Kedua, rendahnya akses industri kecil terhadap lembaga-lembaga kredit formal sehingga mereka cenderung menggantungkan pembiayaan usahanya dari modal sendiri atau sumber-sumber lain seperti keluarga, kerabat, pedagang perantara, bahkan rentenir. Ketiga, sebagian besar Usaha Kecil ditandai dengan belum dipunyainya status badan hukum. Pengaruh Industri Kecil terhadap Pertumbuhan Perekonomian.

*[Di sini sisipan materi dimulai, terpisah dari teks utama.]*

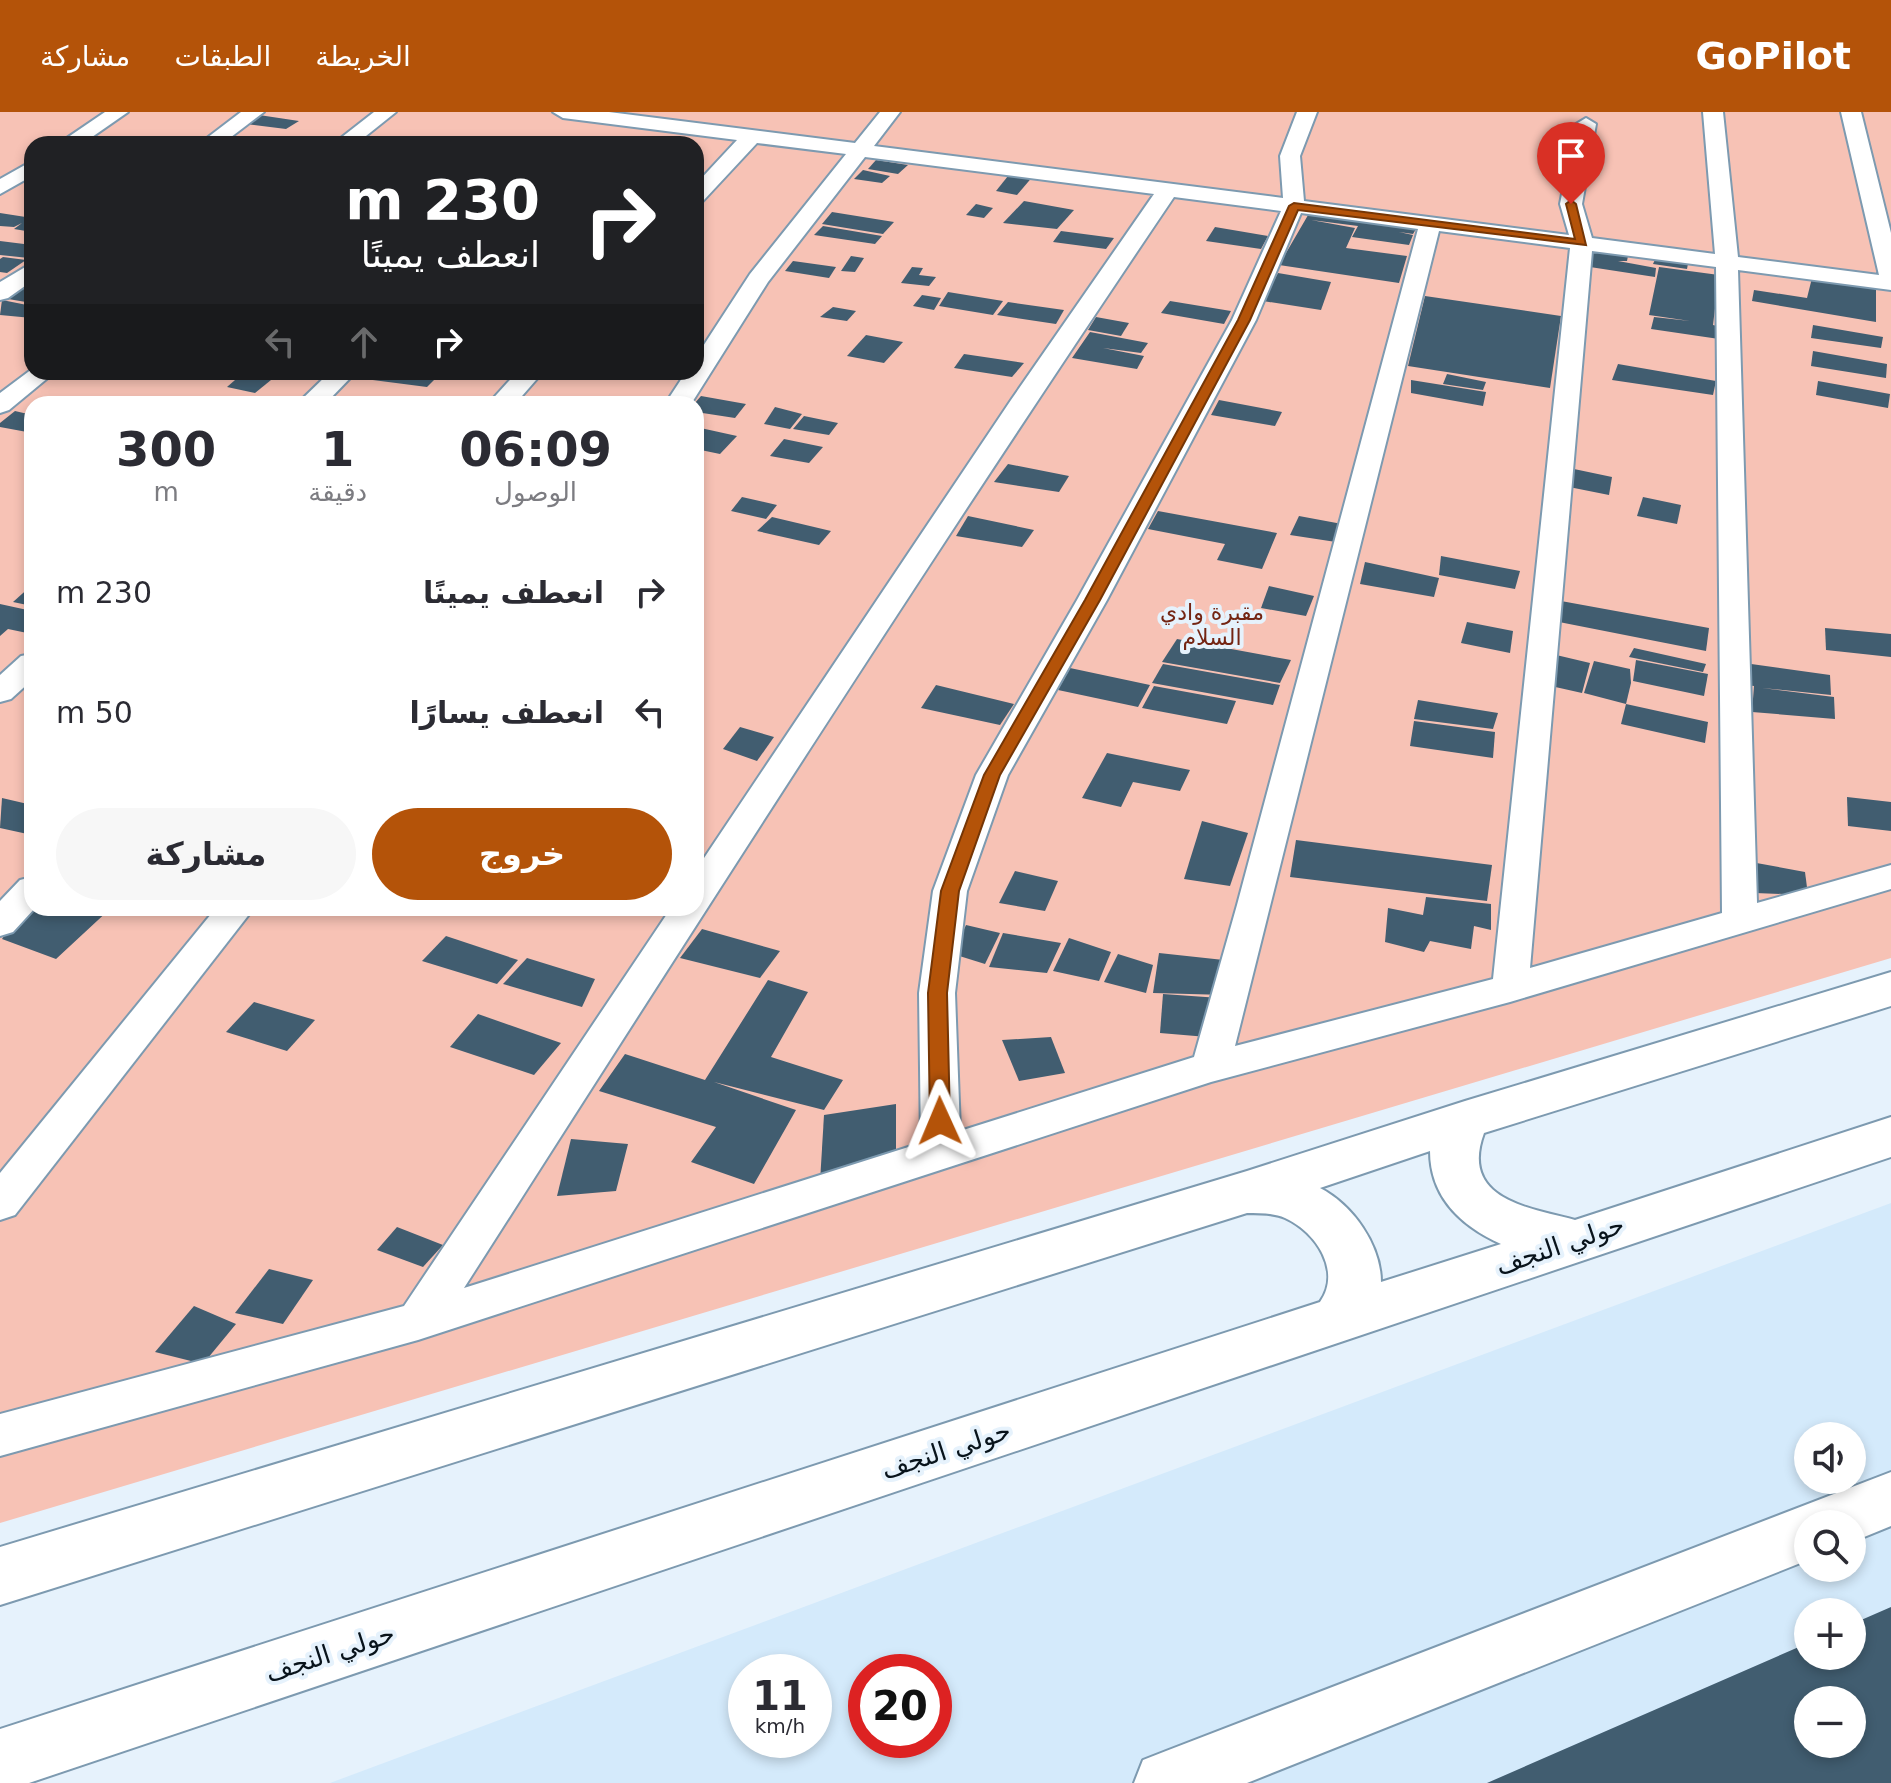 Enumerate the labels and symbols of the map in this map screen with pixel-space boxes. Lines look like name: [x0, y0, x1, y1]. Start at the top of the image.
pin: [1537, 122, 1605, 204]
park label: مقبرة وادي السلام: [1160, 600, 1264, 650]
position arrow: [898, 1079, 982, 1163]
street label: حولي النجف: [1492, 1209, 1629, 1282]
street label: حولي النجف: [878, 1415, 1015, 1486]
street label: حولي النجف: [262, 1618, 399, 1689]
speed limit sign: 20: [848, 1654, 952, 1758]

Pada masa dan kondisi ekonomi yang belum kondusif seperti sekarang ini, pengembangan kegiatan industri kecil dan menengah dapat menjadi usaha ekonomi yang alternatif mampu mengurangi beban berat yang dihadapi perekonomian nasional dan daerah. Alasan ekonomi belakangan ini yakni karena industri kecil atau sekarang banyak disebut juga dengan kegiatan Usaha Kecil atau menenggah merupakan kegiatan usaha dominan yang dimiliki bangsa ini. Selain itu pengembangan kegiatan industri kecil relatif tidak memerlukan modal atau kapital yang besar dan dalam periode krisis selama ini industri kecil relatif ” tahan banting" atau jauh dari resiko karena berbagai krisis ekonomi. Pada waktu krisis moneter pada tahun 1997 yang mana depresiasi rupiah terhadap dollar Amerika telah menyebabkan indutri kecil dalam sektor pertanian dapat mendapat keuntungan yang relatif besar. Dan sebaliknya, industri kecil yang tergantung pada input import mengalami keterpurukan dengan adanya gejolak depresiasi rupiah ini. Industria kecil dan menengah atau UKM memegang peranan penting dalam ekonomi Indonesia, baik ditinjau dari segi jumlah usaha (establishment) maupun dari segi penciptaan lapangan kerja. Berdasarkan survei yang dilakukan oleh BPS dan Kantor Menteri Negara untuk Koperasi dan Usaha Kecil dan Menengah (Menegkop & UKM), usaha-Usaha Kecil termasuk usaha-usaha rumah tangga atau mikro (yaitu usaha dengan jumlah total penjualan (turn over) setahun yang kurang dari Rp. 1 milyar), pada tahun 2000 meliputi 99,9 persen dari total usaha-usaha yang bergerak di Indonesia. Sedangkan usaha-usaha menengah (yaitu usaha-usaha dengan total penjualan tahunan yang berkisar

antara Rp. 1 Milyar dan Rp. 50 Milyar) meliputi hanya 0,14 persen dari jumlah total usaha. Dengan demikian, potensi Usaha Kecil sebagai keseluruhan meliputi 99,9 per sen dari jumlah total usaha yang bergerak di Indonesia. Perkembangan Industri Kecil Perkembangan Industri kecil di Indonesia sekarang lebih pesat dari pada industri besar. Sehingga industri kecil mulai menuju kepersaingan luar negeri, namun untuk memasuki persaingan di pasaran luar negeri, suatu kegiatan industri terlebih dulu harus melakukan beberapa upaya. Dalam upaya menopang kegiatan koperasi dan industri kecil yang mengarah kepada pasaran luar negeri diperlukan upaya-upaya tertentu yang menjadi tanggung jawab bersama dengan cara : (1) Meningkatkan kemampuan pengusaha kecil dan menengah (2) Pengembangan jangkauan wilayah pemasaran (3) Meningkatkan kredibilitas (4) Mempertahankan hubungan dagang yangsudah berjalan (5) Memberikan kepastian kepada pembeli tentang kualitas (6) Memasukkan produk eksport dari UKM kedalam bentuk teknologi informasi (7) Mengusahakan lisensi atau pengakuan suatu wilayah.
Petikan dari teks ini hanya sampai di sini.